Given data:
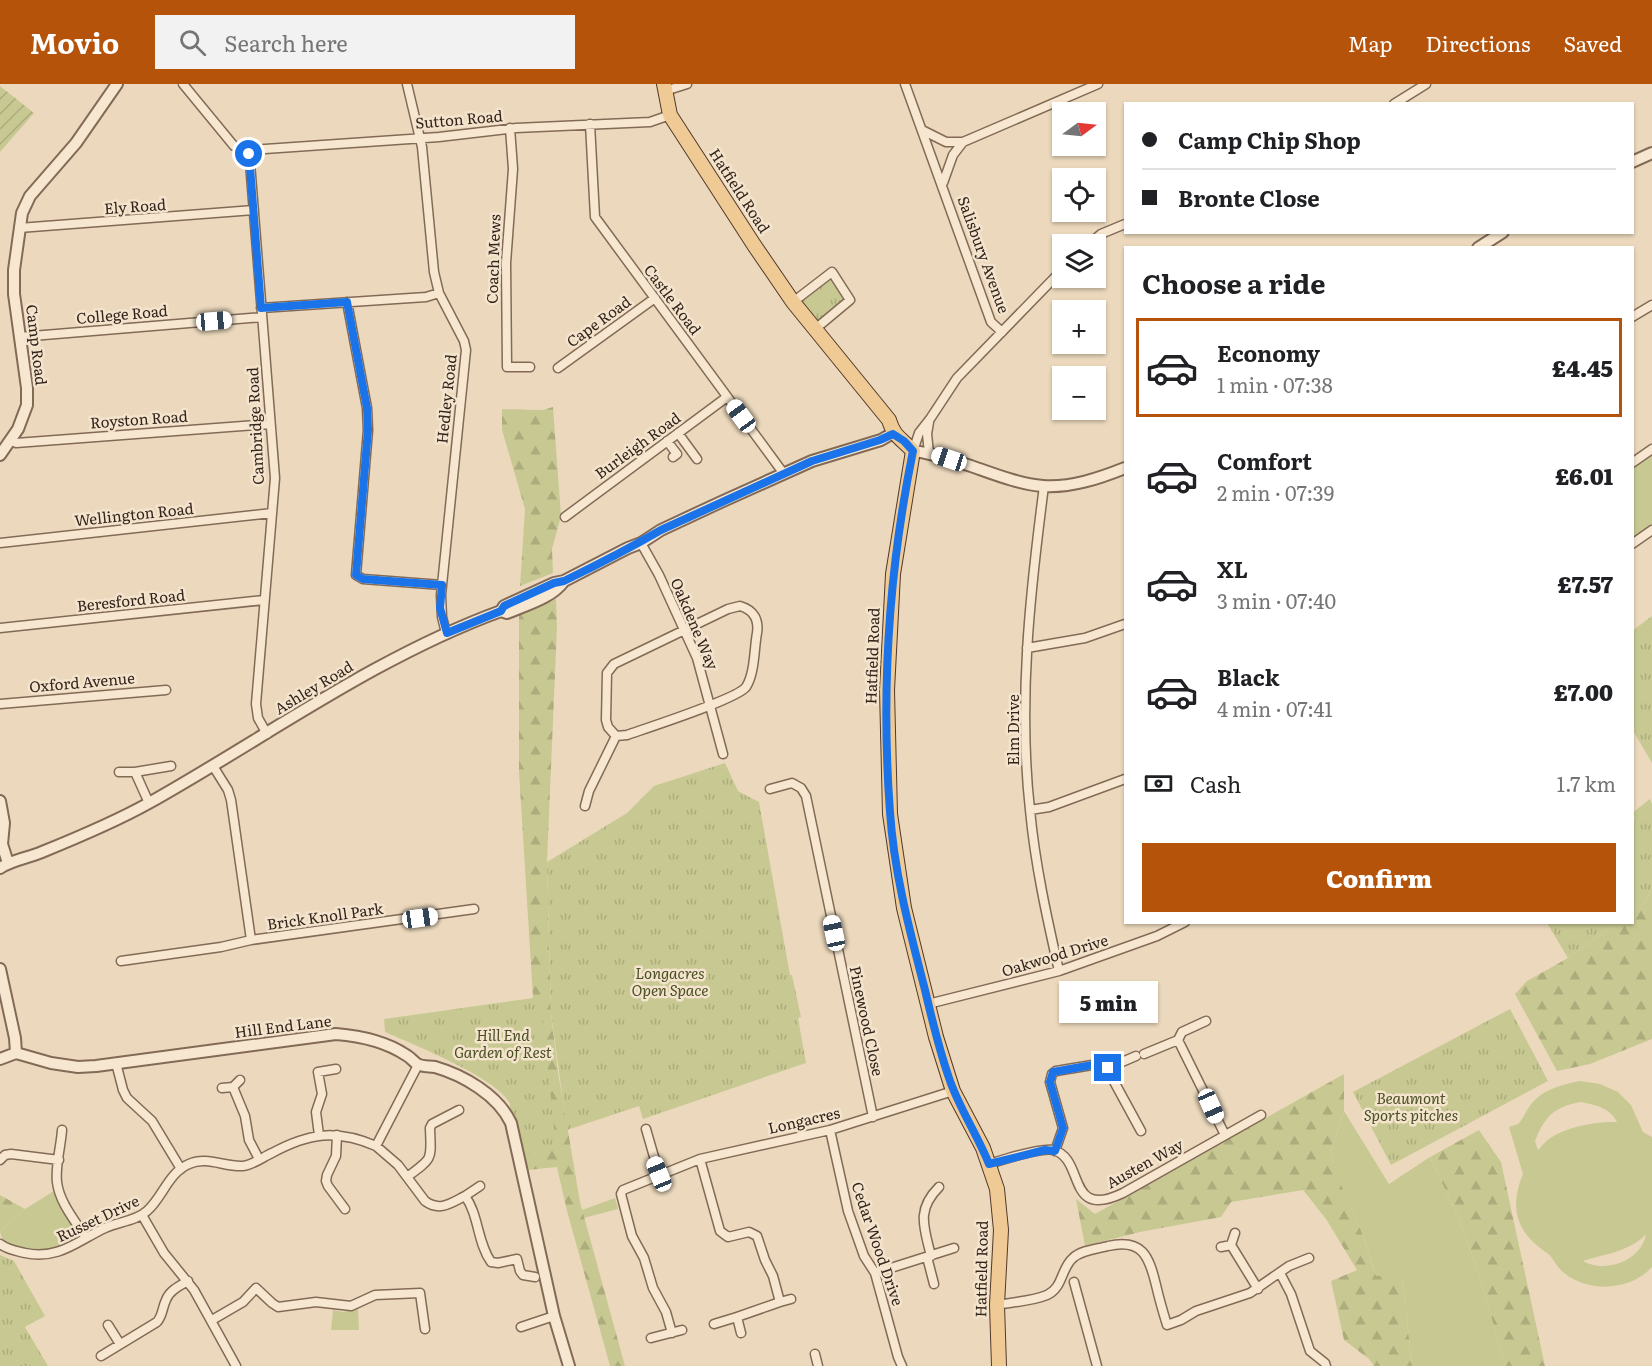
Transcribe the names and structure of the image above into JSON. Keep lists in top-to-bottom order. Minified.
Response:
{"streets":{"main road":["Hatfield Road"],"street":["Sutton Road","Ely Road","Salisbury Avenue","Coach Mews","Castle Road","College Road","Cape Road","Camp Road","Hedley Road","Royston Road","Cambridge Road","Burleigh Road","Wellington Road","Beresford Road","Oakdene Way","Oxford Avenue","Ashley Road","Elm Drive","Brick Knoll Park","Oakwood Drive","Pinewood Close","Hill End Lane","Longacres","Austen Way","Russet Drive","Cedar Wood Drive"]},"crossings":[["Sutton Road","Hatfield Road"],["Sutton Road","Coach Mews"],["Sutton Road","Castle Road"],["Sutton Road","Hedley Road"],["Sutton Road","Cambridge Road"],["Hatfield Road","Ashley Road"],["Hatfield Road","Oakwood Drive"],["Hatfield Road","Longacres"],["Ely Road","Camp Road"],["Ely Road","Cambridge Road"],["Castle Road","Cape Road"],["Castle Road","Burleigh Road"],["Castle Road","Ashley Road"],["College Road","Camp Road"],["College Road","Hedley Road"],["College Road","Cambridge Road"],["Camp Road","Royston Road"],["Hedley Road","Ashley Road"],["Royston Road","Cambridge Road"],["Cambridge Road","Wellington Road"],["Cambridge Road","Beresford Road"],["Cambridge Road","Ashley Road"],["Oakdene Way","Ashley Road"],["Ashley Road","Brick Knoll Park"],["Elm Drive","Oakwood Drive"],["Pinewood Close","Longacres"],["Longacres","Cedar Wood Drive"]],"parks":["Longacres Open Space","Hill End Garden of Rest","Beaumont Sports pitches"],"north":"right","page":{"header":"Movio","search":"Search here","nav":["Map","Directions","Saved"],"map_buttons":["+","−"],"banner":["Camp Chip Shop","Bronte Close"],"heading":"Choose a ride","list":[{"name":"Economy","note":"1 min · 07:38","value":"£4.45"},{"name":"Comfort","note":"2 min · 07:39","value":"£6.01"},{"name":"XL","note":"3 min · 07:40","value":"£7.57"},{"name":"Black","note":"4 min · 07:41","value":"£7.00"}],"pay":["Cash","1.7 km"],"buttons":"Confirm","bubble":"5 min"}}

Prompt:
Repeat the listing word for word. Leave images out.

Reply:
Transcribe the names and structure of the image above into JSON. Keep lists in top-to-bottom order. Minified.
Response:
{"streets":{"main road":["Hatfield Road"],"street":["Sutton Road","Ely Road","Salisbury Avenue","Coach Mews","Castle Road","College Road","Cape Road","Camp Road","Hedley Road","Royston Road","Cambridge Road","Burleigh Road","Wellington Road","Beresford Road","Oakdene Way","Oxford Avenue","Ashley Road","Elm Drive","Brick Knoll Park","Oakwood Drive","Pinewood Close","Hill End Lane","Longacres","Austen Way","Russet Drive","Cedar Wood Drive"]},"crossings":[["Sutton Road","Hatfield Road"],["Sutton Road","Coach Mews"],["Sutton Road","Castle Road"],["Sutton Road","Hedley Road"],["Sutton Road","Cambridge Road"],["Hatfield Road","Ashley Road"],["Hatfield Road","Oakwood Drive"],["Hatfield Road","Longacres"],["Ely Road","Camp Road"],["Ely Road","Cambridge Road"],["Castle Road","Cape Road"],["Castle Road","Burleigh Road"],["Castle Road","Ashley Road"],["College Road","Camp Road"],["College Road","Hedley Road"],["College Road","Cambridge Road"],["Camp Road","Royston Road"],["Hedley Road","Ashley Road"],["Royston Road","Cambridge Road"],["Cambridge Road","Wellington Road"],["Cambridge Road","Beresford Road"],["Cambridge Road","Ashley Road"],["Oakdene Way","Ashley Road"],["Ashley Road","Brick Knoll Park"],["Elm Drive","Oakwood Drive"],["Pinewood Close","Longacres"],["Longacres","Cedar Wood Drive"]],"parks":["Longacres Open Space","Hill End Garden of Rest","Beaumont Sports pitches"],"north":"right","page":{"header":"Movio","search":"Search here","nav":["Map","Directions","Saved"],"map_buttons":["+","−"],"banner":["Camp Chip Shop","Bronte Close"],"heading":"Choose a ride","list":[{"name":"Economy","note":"1 min · 07:38","value":"£4.45"},{"name":"Comfort","note":"2 min · 07:39","value":"£6.01"},{"name":"XL","note":"3 min · 07:40","value":"£7.57"},{"name":"Black","note":"4 min · 07:41","value":"£7.00"}],"pay":["Cash","1.7 km"],"buttons":"Confirm","bubble":"5 min"}}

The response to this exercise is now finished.